> [ACTION ITEM] Look through the data below for the line with "M 1227,698 L 1237,714 L 1214,727 L 1205,712 Z" and the line with "M 1322,835 L", then output those two and all lines in between, exactly as written.

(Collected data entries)
★ ★ ★ ★ ★

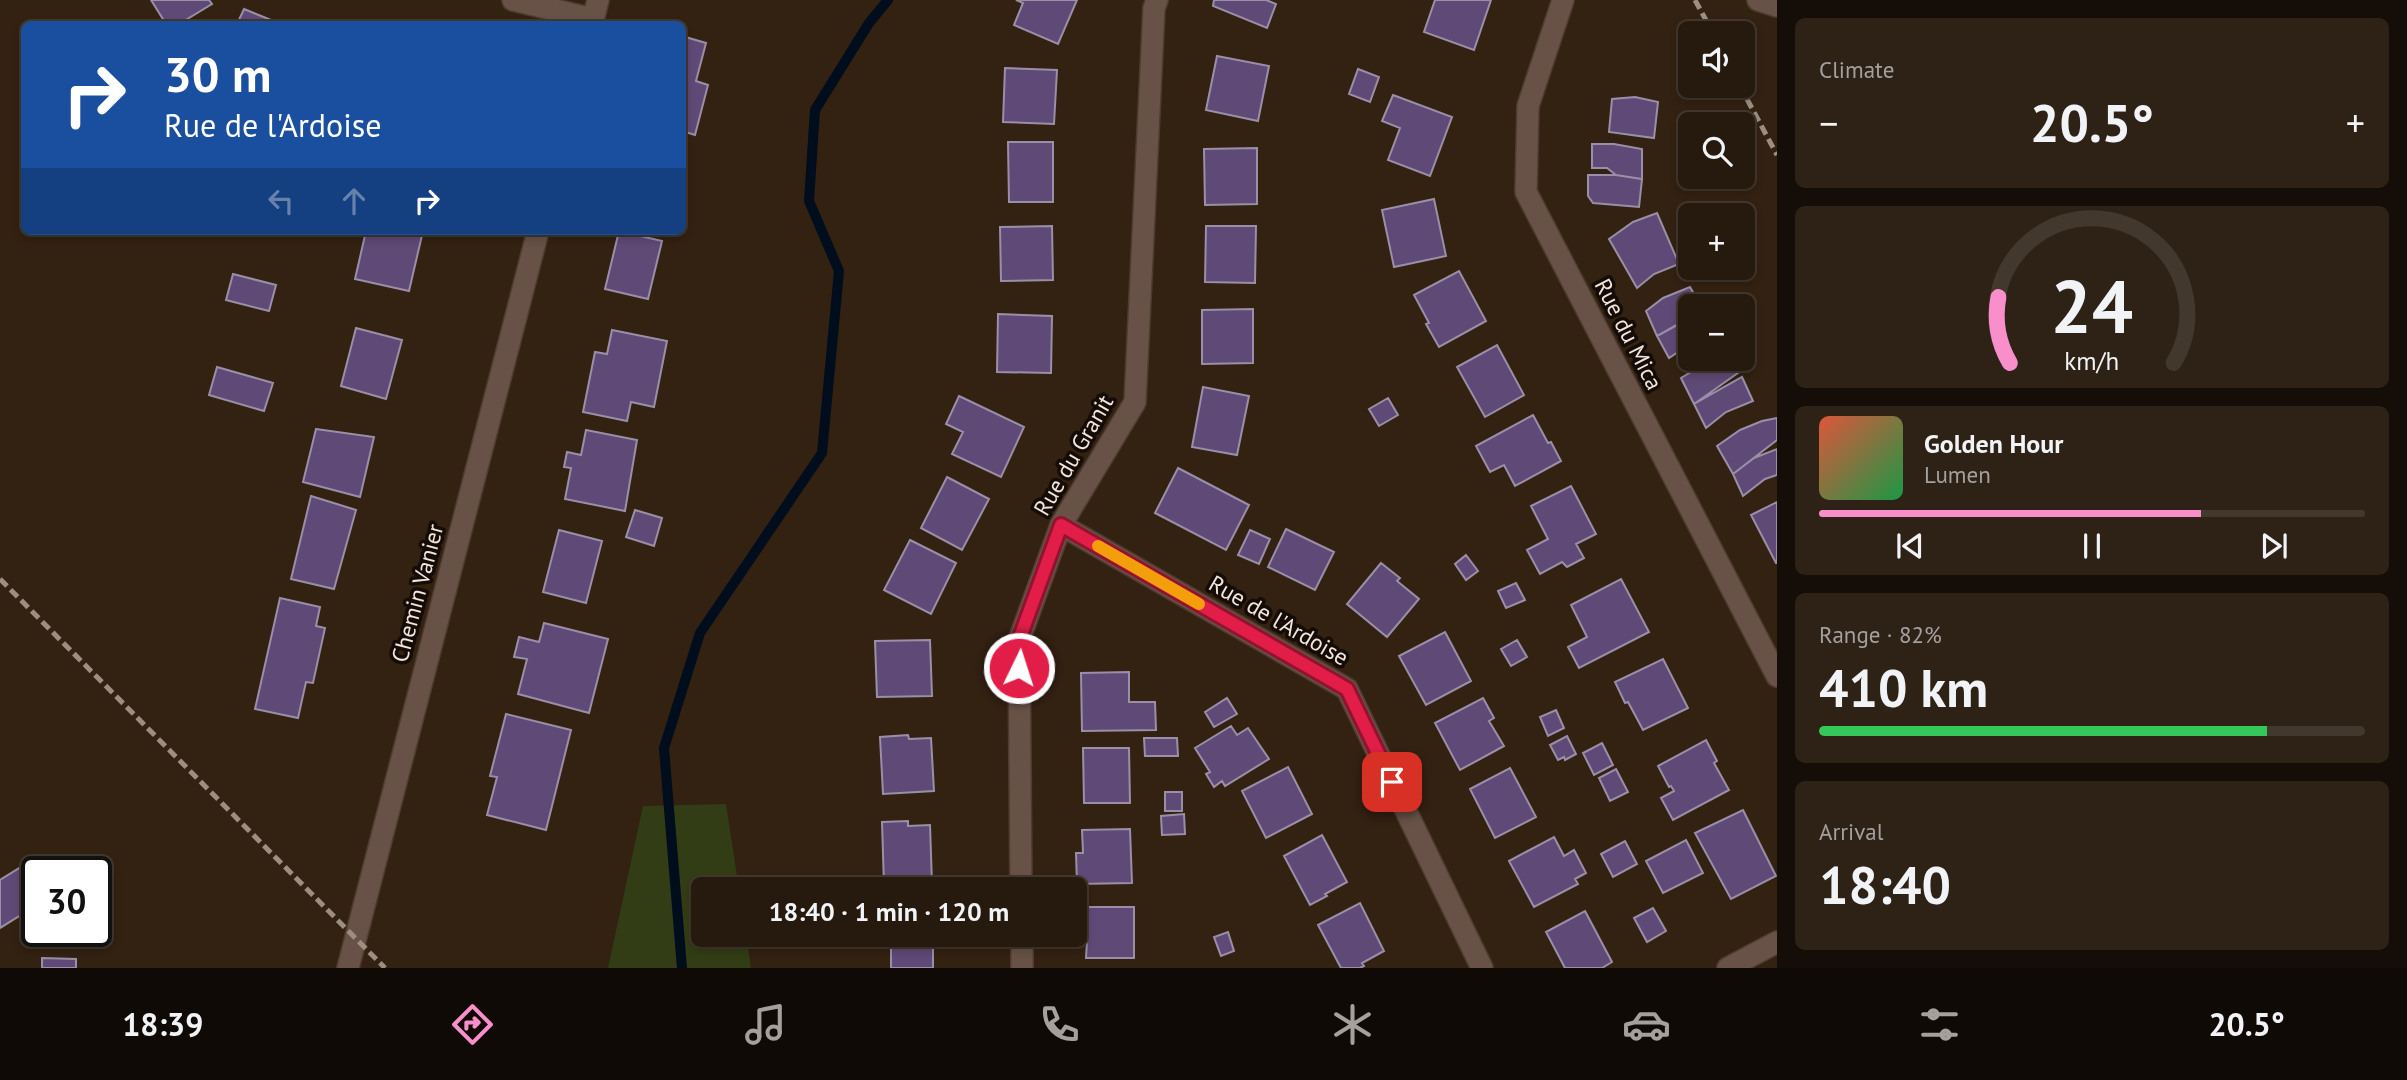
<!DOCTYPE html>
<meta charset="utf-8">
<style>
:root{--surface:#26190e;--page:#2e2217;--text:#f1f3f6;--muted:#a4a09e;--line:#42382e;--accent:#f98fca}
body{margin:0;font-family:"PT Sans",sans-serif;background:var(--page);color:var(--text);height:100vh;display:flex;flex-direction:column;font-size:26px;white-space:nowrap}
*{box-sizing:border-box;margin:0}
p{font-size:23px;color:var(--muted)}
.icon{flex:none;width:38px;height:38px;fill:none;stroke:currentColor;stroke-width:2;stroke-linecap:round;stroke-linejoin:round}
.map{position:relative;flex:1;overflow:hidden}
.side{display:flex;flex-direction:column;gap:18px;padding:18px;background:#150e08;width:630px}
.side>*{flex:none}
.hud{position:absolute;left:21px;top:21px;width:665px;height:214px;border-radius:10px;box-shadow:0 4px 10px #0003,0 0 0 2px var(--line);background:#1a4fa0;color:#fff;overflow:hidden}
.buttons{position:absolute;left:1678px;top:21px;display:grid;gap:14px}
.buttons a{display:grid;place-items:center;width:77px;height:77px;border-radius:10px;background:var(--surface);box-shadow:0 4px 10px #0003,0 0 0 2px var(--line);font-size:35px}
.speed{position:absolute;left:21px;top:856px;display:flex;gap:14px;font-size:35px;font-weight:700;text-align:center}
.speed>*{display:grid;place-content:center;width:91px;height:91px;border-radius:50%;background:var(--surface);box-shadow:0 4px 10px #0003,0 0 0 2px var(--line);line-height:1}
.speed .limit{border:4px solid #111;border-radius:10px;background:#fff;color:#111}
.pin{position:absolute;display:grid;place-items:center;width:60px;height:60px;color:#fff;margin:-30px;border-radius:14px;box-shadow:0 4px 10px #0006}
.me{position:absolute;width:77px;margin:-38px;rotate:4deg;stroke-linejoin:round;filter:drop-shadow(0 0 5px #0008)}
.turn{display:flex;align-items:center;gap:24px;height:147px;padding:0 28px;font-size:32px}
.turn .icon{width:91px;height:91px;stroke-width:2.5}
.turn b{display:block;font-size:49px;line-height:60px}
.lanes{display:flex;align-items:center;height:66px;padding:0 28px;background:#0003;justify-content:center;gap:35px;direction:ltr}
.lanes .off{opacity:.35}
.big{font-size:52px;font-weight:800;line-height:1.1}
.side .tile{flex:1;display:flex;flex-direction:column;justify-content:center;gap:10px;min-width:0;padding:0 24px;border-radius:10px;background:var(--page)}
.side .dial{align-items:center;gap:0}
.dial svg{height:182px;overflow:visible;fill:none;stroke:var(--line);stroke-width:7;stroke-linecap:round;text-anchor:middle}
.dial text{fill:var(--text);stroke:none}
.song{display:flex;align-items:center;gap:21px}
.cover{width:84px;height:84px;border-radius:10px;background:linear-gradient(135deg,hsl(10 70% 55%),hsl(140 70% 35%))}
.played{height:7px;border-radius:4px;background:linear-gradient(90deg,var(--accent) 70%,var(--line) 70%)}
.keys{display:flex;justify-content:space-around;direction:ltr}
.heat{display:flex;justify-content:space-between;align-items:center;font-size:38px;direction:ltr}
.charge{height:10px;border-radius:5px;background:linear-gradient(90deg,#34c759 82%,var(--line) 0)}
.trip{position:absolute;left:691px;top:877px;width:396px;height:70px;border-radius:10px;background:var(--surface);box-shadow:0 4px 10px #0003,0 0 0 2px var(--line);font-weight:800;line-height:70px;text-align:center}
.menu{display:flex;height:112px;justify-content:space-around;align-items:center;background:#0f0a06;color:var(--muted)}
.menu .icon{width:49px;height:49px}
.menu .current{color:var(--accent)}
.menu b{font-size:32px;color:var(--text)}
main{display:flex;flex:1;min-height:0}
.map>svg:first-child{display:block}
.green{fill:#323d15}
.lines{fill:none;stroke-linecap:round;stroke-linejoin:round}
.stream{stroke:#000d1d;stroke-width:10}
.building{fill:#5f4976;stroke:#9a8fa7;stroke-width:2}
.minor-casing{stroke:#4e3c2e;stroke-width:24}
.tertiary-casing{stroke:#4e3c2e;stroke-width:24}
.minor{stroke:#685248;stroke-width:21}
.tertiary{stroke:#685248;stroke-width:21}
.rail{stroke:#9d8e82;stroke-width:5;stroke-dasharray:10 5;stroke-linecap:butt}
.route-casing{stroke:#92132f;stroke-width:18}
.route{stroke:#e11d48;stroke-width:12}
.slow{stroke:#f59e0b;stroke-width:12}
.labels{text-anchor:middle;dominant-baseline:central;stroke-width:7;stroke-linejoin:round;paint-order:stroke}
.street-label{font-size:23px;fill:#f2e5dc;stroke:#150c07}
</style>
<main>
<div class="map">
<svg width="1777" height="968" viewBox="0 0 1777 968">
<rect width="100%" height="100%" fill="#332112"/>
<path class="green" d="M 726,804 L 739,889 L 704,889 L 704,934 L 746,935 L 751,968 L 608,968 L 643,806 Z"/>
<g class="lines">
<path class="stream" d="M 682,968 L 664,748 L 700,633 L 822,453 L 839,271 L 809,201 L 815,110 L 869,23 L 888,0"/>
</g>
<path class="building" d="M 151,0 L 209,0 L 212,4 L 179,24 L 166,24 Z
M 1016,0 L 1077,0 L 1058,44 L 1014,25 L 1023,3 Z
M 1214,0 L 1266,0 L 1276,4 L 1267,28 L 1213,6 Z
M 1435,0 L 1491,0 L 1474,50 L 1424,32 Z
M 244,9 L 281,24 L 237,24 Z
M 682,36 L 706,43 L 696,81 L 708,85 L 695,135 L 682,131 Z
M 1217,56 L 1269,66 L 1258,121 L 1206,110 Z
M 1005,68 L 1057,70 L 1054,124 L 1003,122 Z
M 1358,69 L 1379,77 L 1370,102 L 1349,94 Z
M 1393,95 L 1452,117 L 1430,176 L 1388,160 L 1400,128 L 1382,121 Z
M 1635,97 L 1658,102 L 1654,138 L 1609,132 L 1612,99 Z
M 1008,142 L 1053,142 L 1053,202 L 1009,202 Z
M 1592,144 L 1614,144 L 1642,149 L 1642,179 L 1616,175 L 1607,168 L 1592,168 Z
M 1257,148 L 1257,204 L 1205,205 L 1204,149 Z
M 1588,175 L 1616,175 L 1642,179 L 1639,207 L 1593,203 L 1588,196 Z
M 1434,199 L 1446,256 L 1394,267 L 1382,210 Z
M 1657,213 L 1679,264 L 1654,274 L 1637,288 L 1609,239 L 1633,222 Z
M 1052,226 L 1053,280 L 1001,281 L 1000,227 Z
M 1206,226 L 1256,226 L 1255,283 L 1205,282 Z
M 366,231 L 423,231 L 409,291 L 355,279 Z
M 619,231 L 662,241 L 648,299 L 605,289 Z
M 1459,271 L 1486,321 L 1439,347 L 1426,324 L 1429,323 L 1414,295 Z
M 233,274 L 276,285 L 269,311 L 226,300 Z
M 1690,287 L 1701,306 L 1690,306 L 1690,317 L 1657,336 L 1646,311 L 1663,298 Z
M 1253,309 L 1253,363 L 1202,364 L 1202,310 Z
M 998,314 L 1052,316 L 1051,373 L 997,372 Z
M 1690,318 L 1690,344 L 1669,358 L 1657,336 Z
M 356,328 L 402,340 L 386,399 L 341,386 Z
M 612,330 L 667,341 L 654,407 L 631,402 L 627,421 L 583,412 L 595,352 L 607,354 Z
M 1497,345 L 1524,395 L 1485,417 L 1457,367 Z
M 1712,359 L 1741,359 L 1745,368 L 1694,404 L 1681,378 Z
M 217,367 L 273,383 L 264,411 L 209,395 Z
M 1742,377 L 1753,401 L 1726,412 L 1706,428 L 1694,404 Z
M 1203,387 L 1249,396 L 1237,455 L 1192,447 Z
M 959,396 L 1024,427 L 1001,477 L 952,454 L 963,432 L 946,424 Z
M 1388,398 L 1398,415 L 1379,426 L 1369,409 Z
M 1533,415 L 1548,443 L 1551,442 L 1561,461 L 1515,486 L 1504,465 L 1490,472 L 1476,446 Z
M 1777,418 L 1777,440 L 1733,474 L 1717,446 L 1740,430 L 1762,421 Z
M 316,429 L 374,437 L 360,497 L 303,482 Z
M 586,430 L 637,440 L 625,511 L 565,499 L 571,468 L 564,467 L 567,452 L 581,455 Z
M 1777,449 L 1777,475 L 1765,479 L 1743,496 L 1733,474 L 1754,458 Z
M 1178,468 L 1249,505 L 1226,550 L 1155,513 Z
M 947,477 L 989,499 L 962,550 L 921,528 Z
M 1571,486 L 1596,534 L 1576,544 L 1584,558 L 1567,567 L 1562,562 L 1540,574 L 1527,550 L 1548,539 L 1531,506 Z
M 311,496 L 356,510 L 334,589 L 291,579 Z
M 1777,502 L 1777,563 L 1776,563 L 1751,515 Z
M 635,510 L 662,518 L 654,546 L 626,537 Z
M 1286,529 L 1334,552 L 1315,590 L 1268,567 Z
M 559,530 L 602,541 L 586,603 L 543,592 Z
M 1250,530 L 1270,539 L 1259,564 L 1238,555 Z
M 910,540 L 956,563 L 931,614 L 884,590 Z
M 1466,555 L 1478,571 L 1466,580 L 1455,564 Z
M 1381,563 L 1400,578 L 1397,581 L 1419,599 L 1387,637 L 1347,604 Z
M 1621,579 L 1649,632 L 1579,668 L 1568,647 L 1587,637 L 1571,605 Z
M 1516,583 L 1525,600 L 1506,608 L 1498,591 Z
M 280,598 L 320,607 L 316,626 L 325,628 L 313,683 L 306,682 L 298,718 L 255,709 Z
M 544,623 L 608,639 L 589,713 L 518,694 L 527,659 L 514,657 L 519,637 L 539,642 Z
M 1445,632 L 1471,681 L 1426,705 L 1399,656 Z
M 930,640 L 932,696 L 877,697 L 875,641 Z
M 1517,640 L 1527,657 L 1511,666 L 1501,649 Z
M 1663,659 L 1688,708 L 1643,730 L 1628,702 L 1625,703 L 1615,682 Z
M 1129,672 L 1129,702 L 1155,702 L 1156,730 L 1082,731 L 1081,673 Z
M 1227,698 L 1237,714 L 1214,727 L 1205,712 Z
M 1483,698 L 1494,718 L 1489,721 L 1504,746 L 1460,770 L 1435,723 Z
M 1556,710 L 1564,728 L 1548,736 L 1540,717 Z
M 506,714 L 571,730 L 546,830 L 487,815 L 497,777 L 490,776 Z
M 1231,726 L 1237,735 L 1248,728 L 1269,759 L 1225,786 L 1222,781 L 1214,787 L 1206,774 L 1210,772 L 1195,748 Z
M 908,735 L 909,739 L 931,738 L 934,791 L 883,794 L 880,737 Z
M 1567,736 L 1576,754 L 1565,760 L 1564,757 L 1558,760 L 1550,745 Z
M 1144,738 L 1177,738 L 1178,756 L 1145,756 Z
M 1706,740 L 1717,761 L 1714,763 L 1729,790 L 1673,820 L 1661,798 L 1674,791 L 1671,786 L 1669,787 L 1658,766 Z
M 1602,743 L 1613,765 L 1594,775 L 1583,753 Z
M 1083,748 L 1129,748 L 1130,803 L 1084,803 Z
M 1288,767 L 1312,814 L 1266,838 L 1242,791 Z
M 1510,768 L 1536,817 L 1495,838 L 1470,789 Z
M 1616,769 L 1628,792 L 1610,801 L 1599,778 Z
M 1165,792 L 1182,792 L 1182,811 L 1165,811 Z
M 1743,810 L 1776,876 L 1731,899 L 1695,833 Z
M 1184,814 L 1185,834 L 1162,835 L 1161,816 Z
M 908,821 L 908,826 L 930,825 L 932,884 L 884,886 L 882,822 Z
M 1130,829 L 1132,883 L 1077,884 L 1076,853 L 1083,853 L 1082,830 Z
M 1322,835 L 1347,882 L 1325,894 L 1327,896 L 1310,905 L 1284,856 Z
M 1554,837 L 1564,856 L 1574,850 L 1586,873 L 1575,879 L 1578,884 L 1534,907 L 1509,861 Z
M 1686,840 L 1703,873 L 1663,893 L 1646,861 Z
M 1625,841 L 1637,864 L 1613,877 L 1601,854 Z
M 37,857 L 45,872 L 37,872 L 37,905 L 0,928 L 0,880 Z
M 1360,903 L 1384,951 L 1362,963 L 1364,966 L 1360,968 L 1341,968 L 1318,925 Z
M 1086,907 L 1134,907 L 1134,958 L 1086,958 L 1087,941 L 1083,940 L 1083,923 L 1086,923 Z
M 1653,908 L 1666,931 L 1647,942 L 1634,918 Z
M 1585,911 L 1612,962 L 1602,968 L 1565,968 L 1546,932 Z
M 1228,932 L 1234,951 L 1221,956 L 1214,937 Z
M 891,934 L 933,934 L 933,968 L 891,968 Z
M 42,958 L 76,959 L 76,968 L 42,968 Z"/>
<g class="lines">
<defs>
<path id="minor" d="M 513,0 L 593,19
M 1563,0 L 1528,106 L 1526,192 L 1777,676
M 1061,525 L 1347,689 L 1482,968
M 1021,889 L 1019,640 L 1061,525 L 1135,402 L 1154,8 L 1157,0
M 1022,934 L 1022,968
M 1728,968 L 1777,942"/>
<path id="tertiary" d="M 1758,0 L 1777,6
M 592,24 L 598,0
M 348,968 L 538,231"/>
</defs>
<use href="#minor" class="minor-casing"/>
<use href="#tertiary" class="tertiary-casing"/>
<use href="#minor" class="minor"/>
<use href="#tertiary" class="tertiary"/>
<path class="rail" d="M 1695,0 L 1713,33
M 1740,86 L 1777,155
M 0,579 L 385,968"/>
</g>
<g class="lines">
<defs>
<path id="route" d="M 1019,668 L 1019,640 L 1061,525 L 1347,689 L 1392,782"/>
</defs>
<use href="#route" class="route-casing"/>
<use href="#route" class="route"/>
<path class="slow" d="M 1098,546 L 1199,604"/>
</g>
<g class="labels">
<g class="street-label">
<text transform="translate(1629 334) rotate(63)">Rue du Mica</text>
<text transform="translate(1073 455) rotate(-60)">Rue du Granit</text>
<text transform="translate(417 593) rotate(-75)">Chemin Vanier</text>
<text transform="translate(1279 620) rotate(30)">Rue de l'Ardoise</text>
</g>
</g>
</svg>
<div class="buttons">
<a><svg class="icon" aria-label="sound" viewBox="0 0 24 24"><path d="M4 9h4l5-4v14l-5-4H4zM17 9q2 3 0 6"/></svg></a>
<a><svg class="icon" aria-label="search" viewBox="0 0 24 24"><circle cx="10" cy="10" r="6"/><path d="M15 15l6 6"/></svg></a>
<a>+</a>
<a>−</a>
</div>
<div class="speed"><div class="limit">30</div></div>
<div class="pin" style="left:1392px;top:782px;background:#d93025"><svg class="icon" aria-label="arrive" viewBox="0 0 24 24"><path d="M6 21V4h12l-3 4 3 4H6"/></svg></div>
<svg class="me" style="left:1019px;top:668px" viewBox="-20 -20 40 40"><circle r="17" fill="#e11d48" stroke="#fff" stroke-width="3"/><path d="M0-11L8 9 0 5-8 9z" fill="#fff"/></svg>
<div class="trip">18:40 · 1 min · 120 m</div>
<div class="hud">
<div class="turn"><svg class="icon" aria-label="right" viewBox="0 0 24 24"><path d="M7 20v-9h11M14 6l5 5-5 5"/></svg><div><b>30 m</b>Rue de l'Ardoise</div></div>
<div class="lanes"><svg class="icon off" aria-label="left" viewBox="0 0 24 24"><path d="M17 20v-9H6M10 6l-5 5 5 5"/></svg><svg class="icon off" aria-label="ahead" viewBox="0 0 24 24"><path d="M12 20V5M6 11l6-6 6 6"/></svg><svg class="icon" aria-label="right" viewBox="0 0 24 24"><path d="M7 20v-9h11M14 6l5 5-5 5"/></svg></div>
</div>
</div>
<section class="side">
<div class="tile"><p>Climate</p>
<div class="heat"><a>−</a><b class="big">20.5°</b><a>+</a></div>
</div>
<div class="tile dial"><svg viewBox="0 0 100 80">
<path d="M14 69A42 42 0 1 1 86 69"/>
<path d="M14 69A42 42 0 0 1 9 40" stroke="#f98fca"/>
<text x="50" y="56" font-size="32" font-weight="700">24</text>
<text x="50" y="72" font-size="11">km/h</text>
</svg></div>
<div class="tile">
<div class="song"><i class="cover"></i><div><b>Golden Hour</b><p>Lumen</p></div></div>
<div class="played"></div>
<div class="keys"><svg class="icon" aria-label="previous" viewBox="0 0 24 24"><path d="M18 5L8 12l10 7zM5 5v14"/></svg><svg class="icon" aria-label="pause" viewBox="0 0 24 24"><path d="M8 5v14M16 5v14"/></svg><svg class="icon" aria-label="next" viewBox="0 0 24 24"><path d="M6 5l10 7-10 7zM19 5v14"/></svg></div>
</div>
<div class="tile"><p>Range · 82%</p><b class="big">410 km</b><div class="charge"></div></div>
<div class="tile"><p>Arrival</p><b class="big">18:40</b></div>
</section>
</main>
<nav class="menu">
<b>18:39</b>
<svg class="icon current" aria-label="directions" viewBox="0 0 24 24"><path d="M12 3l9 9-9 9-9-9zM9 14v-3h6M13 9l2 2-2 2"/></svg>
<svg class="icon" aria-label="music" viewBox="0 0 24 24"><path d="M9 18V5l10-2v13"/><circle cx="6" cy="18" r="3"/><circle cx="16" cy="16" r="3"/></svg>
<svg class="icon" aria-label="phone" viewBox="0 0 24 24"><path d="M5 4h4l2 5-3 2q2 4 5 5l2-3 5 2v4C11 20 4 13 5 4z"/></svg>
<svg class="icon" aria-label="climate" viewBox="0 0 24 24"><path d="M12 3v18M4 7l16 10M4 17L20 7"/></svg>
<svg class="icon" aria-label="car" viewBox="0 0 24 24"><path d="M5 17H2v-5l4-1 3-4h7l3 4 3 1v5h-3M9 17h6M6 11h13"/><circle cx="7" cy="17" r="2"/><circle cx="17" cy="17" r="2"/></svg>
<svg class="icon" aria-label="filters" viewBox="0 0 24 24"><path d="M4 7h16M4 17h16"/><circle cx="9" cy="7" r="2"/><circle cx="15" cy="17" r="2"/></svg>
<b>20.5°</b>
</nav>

★ ★ ★ ★ ★

> [EXERCISE RESULT]
M 1227,698 L 1237,714 L 1214,727 L 1205,712 Z
M 1483,698 L 1494,718 L 1489,721 L 1504,746 L 1460,770 L 1435,723 Z
M 1556,710 L 1564,728 L 1548,736 L 1540,717 Z
M 506,714 L 571,730 L 546,830 L 487,815 L 497,777 L 490,776 Z
M 1231,726 L 1237,735 L 1248,728 L 1269,759 L 1225,786 L 1222,781 L 1214,787 L 1206,774 L 1210,772 L 1195,748 Z
M 908,735 L 909,739 L 931,738 L 934,791 L 883,794 L 880,737 Z
M 1567,736 L 1576,754 L 1565,760 L 1564,757 L 1558,760 L 1550,745 Z
M 1144,738 L 1177,738 L 1178,756 L 1145,756 Z
M 1706,740 L 1717,761 L 1714,763 L 1729,790 L 1673,820 L 1661,798 L 1674,791 L 1671,786 L 1669,787 L 1658,766 Z
M 1602,743 L 1613,765 L 1594,775 L 1583,753 Z
M 1083,748 L 1129,748 L 1130,803 L 1084,803 Z
M 1288,767 L 1312,814 L 1266,838 L 1242,791 Z
M 1510,768 L 1536,817 L 1495,838 L 1470,789 Z
M 1616,769 L 1628,792 L 1610,801 L 1599,778 Z
M 1165,792 L 1182,792 L 1182,811 L 1165,811 Z
M 1743,810 L 1776,876 L 1731,899 L 1695,833 Z
M 1184,814 L 1185,834 L 1162,835 L 1161,816 Z
M 908,821 L 908,826 L 930,825 L 932,884 L 884,886 L 882,822 Z
M 1130,829 L 1132,883 L 1077,884 L 1076,853 L 1083,853 L 1082,830 Z
M 1322,835 L 1347,882 L 1325,894 L 1327,896 L 1310,905 L 1284,856 Z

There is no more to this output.